Action item: The records are to be repeated exactly, and any images in them are to be dropped.

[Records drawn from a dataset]

|---|

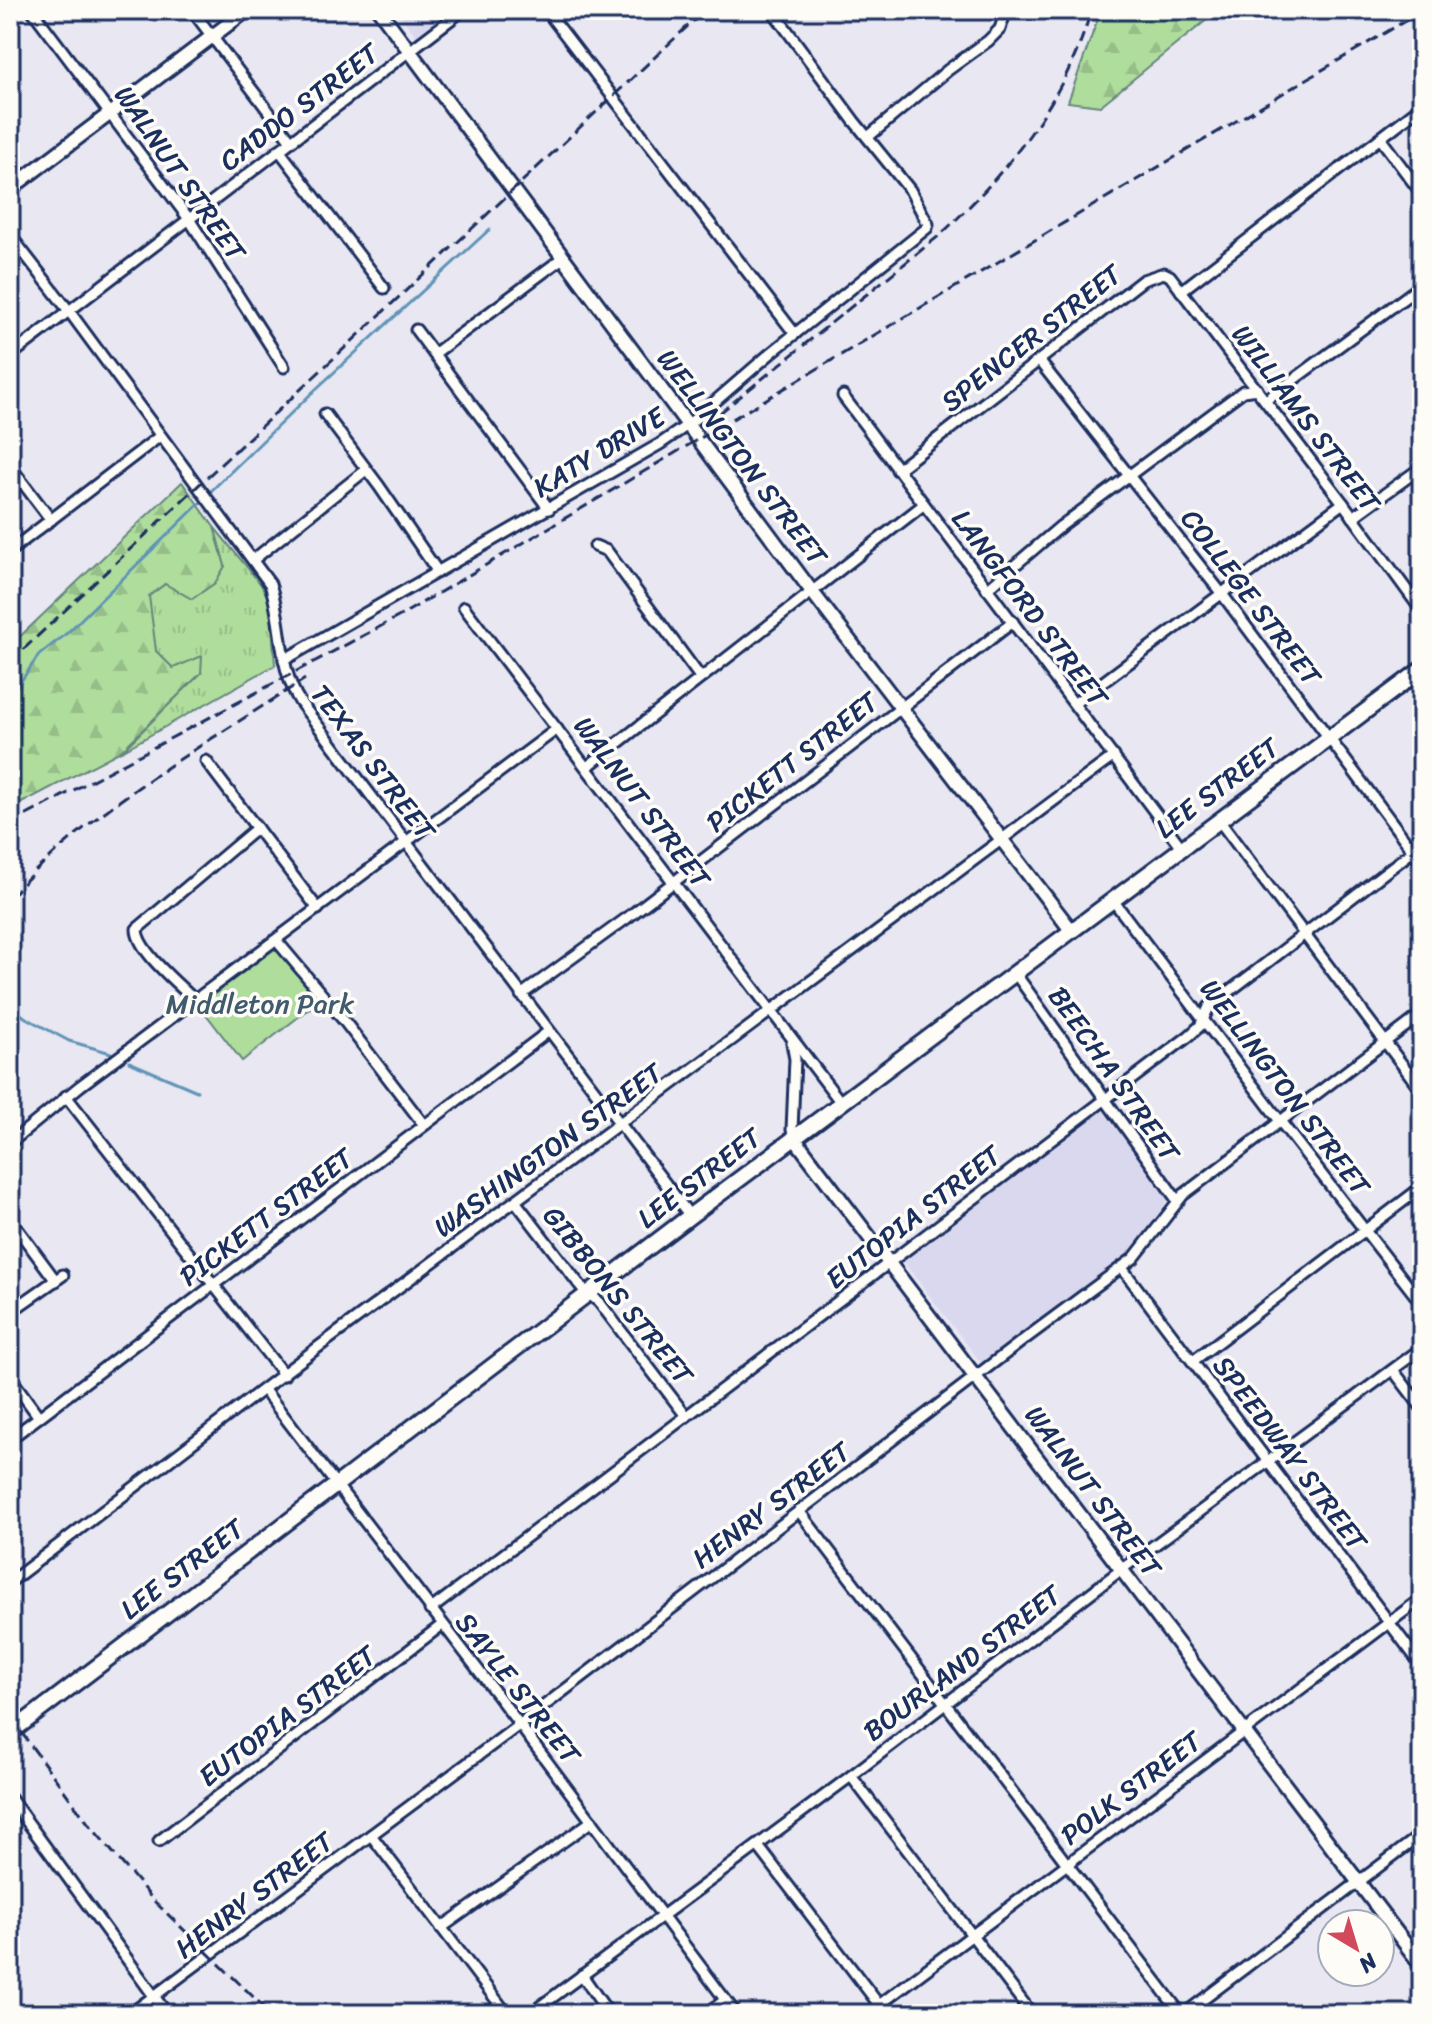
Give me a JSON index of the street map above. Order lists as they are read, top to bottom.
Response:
{
  "streets": {
    "main road": ["LEE STREET"],
    "street": [
      "CADDO STREET",
      "WALNUT STREET",
      "SPENCER STREET",
      "WILLIAMS STREET",
      "KATY DRIVE",
      "WELLINGTON STREET",
      "COLLEGE STREET",
      "LANGFORD STREET",
      "TEXAS STREET",
      "PICKETT STREET",
      "BEECHA STREET",
      "WASHINGTON STREET",
      "EUTOPIA STREET",
      "GIBBONS STREET",
      "SPEEDWAY STREET",
      "HENRY STREET",
      "BOURLAND STREET",
      "SAYLE STREET",
      "POLK STREET"
    ]
  },
  "crossings": [
    ["CADDO STREET", "WALNUT STREET"],
    ["CADDO STREET", "WELLINGTON STREET"],
    ["CADDO STREET", "TEXAS STREET"],
    ["WALNUT STREET", "PICKETT STREET"],
    ["WALNUT STREET", "LEE STREET"],
    ["WALNUT STREET", "WASHINGTON STREET"],
    ["WALNUT STREET", "EUTOPIA STREET"],
    ["WALNUT STREET", "HENRY STREET"],
    ["WALNUT STREET", "BOURLAND STREET"],
    ["WALNUT STREET", "POLK STREET"],
    ["SPENCER STREET", "WILLIAMS STREET"],
    ["SPENCER STREET", "COLLEGE STREET"],
    ["SPENCER STREET", "LANGFORD STREET"],
    ["KATY DRIVE", "WELLINGTON STREET"],
    ["KATY DRIVE", "TEXAS STREET"],
    ["WELLINGTON STREET", "PICKETT STREET"],
    ["WELLINGTON STREET", "LEE STREET"],
    ["WELLINGTON STREET", "WASHINGTON STREET"],
    ["WELLINGTON STREET", "EUTOPIA STREET"],
    ["WELLINGTON STREET", "HENRY STREET"],
    ["COLLEGE STREET", "LEE STREET"],
    ["COLLEGE STREET", "EUTOPIA STREET"],
    ["LANGFORD STREET", "PICKETT STREET"],
    ["LANGFORD STREET", "LEE STREET"],
    ["LANGFORD STREET", "WASHINGTON STREET"],
    ["TEXAS STREET", "PICKETT STREET"],
    ["TEXAS STREET", "LEE STREET"],
    ["TEXAS STREET", "WASHINGTON STREET"],
    ["LEE STREET", "BEECHA STREET"],
    ["LEE STREET", "GIBBONS STREET"],
    ["LEE STREET", "SAYLE STREET"],
    ["BEECHA STREET", "EUTOPIA STREET"],
    ["BEECHA STREET", "HENRY STREET"],
    ["WASHINGTON STREET", "GIBBONS STREET"],
    ["WASHINGTON STREET", "SAYLE STREET"],
    ["EUTOPIA STREET", "GIBBONS STREET"],
    ["EUTOPIA STREET", "SAYLE STREET"],
    ["SPEEDWAY STREET", "HENRY STREET"],
    ["SPEEDWAY STREET", "BOURLAND STREET"],
    ["SPEEDWAY STREET", "POLK STREET"],
    ["HENRY STREET", "SAYLE STREET"],
    ["BOURLAND STREET", "SAYLE STREET"]
  ],
  "parks": ["Middleton Park"],
  "north": "bottom right"
}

|---|

Expected output:
Give me a JSON index of the street map above. Order lists as they are read, top to bottom.
Response:
{
  "streets": {
    "main road": ["LEE STREET"],
    "street": [
      "CADDO STREET",
      "WALNUT STREET",
      "SPENCER STREET",
      "WILLIAMS STREET",
      "KATY DRIVE",
      "WELLINGTON STREET",
      "COLLEGE STREET",
      "LANGFORD STREET",
      "TEXAS STREET",
      "PICKETT STREET",
      "BEECHA STREET",
      "WASHINGTON STREET",
      "EUTOPIA STREET",
      "GIBBONS STREET",
      "SPEEDWAY STREET",
      "HENRY STREET",
      "BOURLAND STREET",
      "SAYLE STREET",
      "POLK STREET"
    ]
  },
  "crossings": [
    ["CADDO STREET", "WALNUT STREET"],
    ["CADDO STREET", "WELLINGTON STREET"],
    ["CADDO STREET", "TEXAS STREET"],
    ["WALNUT STREET", "PICKETT STREET"],
    ["WALNUT STREET", "LEE STREET"],
    ["WALNUT STREET", "WASHINGTON STREET"],
    ["WALNUT STREET", "EUTOPIA STREET"],
    ["WALNUT STREET", "HENRY STREET"],
    ["WALNUT STREET", "BOURLAND STREET"],
    ["WALNUT STREET", "POLK STREET"],
    ["SPENCER STREET", "WILLIAMS STREET"],
    ["SPENCER STREET", "COLLEGE STREET"],
    ["SPENCER STREET", "LANGFORD STREET"],
    ["KATY DRIVE", "WELLINGTON STREET"],
    ["KATY DRIVE", "TEXAS STREET"],
    ["WELLINGTON STREET", "PICKETT STREET"],
    ["WELLINGTON STREET", "LEE STREET"],
    ["WELLINGTON STREET", "WASHINGTON STREET"],
    ["WELLINGTON STREET", "EUTOPIA STREET"],
    ["WELLINGTON STREET", "HENRY STREET"],
    ["COLLEGE STREET", "LEE STREET"],
    ["COLLEGE STREET", "EUTOPIA STREET"],
    ["LANGFORD STREET", "PICKETT STREET"],
    ["LANGFORD STREET", "LEE STREET"],
    ["LANGFORD STREET", "WASHINGTON STREET"],
    ["TEXAS STREET", "PICKETT STREET"],
    ["TEXAS STREET", "LEE STREET"],
    ["TEXAS STREET", "WASHINGTON STREET"],
    ["LEE STREET", "BEECHA STREET"],
    ["LEE STREET", "GIBBONS STREET"],
    ["LEE STREET", "SAYLE STREET"],
    ["BEECHA STREET", "EUTOPIA STREET"],
    ["BEECHA STREET", "HENRY STREET"],
    ["WASHINGTON STREET", "GIBBONS STREET"],
    ["WASHINGTON STREET", "SAYLE STREET"],
    ["EUTOPIA STREET", "GIBBONS STREET"],
    ["EUTOPIA STREET", "SAYLE STREET"],
    ["SPEEDWAY STREET", "HENRY STREET"],
    ["SPEEDWAY STREET", "BOURLAND STREET"],
    ["SPEEDWAY STREET", "POLK STREET"],
    ["HENRY STREET", "SAYLE STREET"],
    ["BOURLAND STREET", "SAYLE STREET"]
  ],
  "parks": ["Middleton Park"],
  "north": "bottom right"
}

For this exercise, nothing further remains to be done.